Wells Fargo doesn’t always get it right, Sloan said. The bank made commercial property loans in hard-hit states like California and Florida, where bad loans have piled up. The lender held about $119 billion in commercial real estate loans at the end of 2010, excluding some Wachovia loans, and of those $7.9 billion, or about 6.6 percent, were delinquent, according to the company’s yearend filing.
“I’d like to say that every lending decision or every investment decision has turned out well -- it hasn’t,” Sloan said. “The wholesale business started to reduce our exposures to some of the riskier areas sooner than everyone else. Did we do enough? No, you step back and say, ‘Gosh I wish we’d put our pencils down a little earlier.’ ”
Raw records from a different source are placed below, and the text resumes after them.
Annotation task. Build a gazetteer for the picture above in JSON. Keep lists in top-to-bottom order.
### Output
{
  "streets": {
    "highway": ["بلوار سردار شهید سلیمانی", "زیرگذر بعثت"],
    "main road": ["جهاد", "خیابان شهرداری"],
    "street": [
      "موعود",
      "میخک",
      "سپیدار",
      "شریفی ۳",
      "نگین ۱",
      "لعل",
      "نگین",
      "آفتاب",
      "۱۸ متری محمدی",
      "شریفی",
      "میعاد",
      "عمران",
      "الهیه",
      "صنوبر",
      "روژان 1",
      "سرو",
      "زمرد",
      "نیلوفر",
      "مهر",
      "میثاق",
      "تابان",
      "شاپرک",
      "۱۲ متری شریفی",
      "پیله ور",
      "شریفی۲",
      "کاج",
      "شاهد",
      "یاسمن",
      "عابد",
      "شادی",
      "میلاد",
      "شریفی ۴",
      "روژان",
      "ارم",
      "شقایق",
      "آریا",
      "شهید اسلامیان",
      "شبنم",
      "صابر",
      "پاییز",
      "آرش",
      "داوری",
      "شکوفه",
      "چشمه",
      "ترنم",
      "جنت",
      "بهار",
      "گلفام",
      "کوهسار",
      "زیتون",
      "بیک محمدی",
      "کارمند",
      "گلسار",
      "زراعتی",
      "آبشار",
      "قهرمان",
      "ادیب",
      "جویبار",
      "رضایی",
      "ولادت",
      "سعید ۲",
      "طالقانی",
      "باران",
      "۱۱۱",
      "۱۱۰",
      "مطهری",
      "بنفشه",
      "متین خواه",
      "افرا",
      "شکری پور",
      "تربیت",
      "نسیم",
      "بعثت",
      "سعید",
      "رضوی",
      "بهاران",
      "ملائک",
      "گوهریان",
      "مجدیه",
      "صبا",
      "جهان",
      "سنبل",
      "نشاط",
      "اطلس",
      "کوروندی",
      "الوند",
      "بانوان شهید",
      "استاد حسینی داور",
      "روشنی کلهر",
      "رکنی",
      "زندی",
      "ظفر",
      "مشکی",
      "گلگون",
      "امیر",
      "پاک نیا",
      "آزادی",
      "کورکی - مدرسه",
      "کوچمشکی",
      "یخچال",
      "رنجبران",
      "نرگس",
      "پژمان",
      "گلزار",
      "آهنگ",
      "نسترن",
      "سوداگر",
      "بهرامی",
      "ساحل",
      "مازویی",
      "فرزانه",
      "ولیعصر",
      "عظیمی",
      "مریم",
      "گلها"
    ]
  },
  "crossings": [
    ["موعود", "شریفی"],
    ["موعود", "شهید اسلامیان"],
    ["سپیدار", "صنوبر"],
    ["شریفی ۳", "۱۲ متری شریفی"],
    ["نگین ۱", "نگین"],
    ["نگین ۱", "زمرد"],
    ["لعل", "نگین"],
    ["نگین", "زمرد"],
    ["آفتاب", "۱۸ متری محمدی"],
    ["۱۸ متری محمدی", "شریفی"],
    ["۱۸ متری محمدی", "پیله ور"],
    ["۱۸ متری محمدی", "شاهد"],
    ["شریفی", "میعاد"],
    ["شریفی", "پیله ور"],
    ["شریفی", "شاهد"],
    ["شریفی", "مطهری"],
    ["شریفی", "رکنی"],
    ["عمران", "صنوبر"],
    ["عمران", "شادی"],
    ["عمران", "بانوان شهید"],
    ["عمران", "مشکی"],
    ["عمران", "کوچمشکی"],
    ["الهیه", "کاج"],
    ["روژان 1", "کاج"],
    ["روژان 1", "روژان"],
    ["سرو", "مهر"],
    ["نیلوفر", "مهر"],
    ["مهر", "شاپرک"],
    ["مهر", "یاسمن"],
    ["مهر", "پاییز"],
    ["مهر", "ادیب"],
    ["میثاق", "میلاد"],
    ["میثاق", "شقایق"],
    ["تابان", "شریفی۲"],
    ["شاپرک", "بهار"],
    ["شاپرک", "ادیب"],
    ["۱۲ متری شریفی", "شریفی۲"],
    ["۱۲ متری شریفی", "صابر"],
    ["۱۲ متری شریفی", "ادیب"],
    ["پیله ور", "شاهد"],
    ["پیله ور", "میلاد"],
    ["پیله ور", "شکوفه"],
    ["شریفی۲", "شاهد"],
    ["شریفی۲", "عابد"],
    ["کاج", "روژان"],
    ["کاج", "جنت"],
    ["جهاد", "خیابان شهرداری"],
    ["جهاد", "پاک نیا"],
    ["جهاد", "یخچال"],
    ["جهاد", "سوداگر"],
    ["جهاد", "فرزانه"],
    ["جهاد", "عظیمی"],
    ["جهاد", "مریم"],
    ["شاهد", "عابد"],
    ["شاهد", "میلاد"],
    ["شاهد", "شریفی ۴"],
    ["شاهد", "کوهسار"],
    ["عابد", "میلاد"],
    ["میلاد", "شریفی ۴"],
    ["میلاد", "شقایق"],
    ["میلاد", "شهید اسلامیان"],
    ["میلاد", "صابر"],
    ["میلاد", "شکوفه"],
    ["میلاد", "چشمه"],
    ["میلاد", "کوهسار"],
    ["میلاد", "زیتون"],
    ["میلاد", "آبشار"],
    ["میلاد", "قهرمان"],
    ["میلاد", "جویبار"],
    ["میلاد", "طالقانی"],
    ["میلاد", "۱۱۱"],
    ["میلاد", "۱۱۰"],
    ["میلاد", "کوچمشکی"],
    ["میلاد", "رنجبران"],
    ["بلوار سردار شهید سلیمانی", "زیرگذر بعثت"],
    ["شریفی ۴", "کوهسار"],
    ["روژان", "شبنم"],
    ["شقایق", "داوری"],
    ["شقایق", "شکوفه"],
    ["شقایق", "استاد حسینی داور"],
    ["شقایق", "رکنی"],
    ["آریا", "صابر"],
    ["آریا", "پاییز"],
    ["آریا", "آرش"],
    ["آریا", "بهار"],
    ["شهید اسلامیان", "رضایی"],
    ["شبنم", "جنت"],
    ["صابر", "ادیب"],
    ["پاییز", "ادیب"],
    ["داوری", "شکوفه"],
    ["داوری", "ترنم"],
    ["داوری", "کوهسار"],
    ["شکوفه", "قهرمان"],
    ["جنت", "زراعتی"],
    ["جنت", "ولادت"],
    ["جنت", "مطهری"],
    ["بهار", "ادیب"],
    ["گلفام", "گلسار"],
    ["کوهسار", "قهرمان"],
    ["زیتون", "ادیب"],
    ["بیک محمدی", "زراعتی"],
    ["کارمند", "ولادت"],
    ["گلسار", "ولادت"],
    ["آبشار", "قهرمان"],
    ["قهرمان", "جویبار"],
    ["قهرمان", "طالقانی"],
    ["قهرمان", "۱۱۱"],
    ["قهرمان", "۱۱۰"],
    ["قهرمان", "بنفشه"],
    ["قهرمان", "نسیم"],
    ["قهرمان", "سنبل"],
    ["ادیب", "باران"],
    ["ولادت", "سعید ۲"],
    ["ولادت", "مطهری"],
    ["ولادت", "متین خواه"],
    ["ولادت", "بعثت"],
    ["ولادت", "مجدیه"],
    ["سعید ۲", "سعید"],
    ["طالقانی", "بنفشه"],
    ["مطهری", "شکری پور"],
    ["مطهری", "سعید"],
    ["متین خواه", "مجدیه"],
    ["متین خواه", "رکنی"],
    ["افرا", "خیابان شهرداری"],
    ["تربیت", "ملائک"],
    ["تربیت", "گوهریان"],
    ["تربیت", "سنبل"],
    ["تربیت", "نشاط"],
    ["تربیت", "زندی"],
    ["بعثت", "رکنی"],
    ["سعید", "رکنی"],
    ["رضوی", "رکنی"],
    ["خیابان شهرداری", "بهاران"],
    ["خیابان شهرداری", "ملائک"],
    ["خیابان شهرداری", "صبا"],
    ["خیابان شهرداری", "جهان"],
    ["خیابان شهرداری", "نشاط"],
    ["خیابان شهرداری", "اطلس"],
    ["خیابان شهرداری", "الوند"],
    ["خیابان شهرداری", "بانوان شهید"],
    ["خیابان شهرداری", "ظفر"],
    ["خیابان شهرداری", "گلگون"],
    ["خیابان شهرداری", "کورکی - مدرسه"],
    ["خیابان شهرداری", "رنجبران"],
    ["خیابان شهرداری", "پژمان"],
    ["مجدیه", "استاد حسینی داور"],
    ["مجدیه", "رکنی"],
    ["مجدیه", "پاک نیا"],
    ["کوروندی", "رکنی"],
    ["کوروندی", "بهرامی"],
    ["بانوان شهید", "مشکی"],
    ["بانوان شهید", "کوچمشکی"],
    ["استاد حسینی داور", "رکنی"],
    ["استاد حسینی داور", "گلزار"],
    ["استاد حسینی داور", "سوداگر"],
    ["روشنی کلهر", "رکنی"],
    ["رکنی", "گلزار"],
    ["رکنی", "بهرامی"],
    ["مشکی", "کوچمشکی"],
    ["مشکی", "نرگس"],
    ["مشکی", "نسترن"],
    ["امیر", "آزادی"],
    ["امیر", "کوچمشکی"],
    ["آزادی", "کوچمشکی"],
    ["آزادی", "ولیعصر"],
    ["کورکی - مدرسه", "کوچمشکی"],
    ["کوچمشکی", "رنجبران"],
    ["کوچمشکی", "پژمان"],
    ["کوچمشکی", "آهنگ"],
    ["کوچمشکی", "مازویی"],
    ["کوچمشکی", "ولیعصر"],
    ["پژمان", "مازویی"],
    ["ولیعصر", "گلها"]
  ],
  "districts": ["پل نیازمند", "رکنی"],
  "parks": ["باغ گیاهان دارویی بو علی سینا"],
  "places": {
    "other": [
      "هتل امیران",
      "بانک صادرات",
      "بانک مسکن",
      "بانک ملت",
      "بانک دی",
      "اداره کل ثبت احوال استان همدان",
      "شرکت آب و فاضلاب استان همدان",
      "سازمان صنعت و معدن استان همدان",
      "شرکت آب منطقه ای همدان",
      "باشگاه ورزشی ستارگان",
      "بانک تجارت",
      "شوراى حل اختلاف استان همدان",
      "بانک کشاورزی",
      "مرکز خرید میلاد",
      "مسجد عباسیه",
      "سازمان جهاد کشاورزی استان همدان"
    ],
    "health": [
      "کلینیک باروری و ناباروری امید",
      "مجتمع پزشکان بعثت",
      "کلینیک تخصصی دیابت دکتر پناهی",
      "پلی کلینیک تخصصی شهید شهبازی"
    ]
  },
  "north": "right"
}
Even with Sloan putting on the brakes, commercial loan losses reached $1.7 billion in the fourth quarter of 2009, according to the bank’s presentation. Problem commercial loans cost the bank $2.6 billion through the end of last year. Business loans in the U.S. not paying interest reached an apex of $12.5 billion, or 4.36 percent of total loans, in the third-quarter of 2010.
Sloan went from wholesale, where he oversaw 25 business lines with more than $200 billion in assets, toward Stumpf’s inner circle. He became chief administrative officer in September and then CFO when Atkins quit. The departure was “unrelated to the company’s financial condition or financial reporting,” Wells Fargo said in a statement. Sloan wouldn’t elaborate.
The announcement led billionaire Warren Buffett, chairman of Berkshire Hathaway Inc., Wells Fargo’s largest shareholder, to spend four hours poring over the bank’s annual filing in search of red flags before concluding there was nothing amiss financially, according to a transcript of a March 2 CNBC interview.
Last month, Wells Fargo awarded Sloan more than $716,000 in restricted stock rights. His career trajectory shows top executives see him as a CEO candidate, said Gary Mozer, a principal at George Smith Partners, a Los Angeles real estate investment firm.
Sloan has “had some of the best jobs in the bank,” Mozer said in an interview. “They’re grooming him for the top spot.”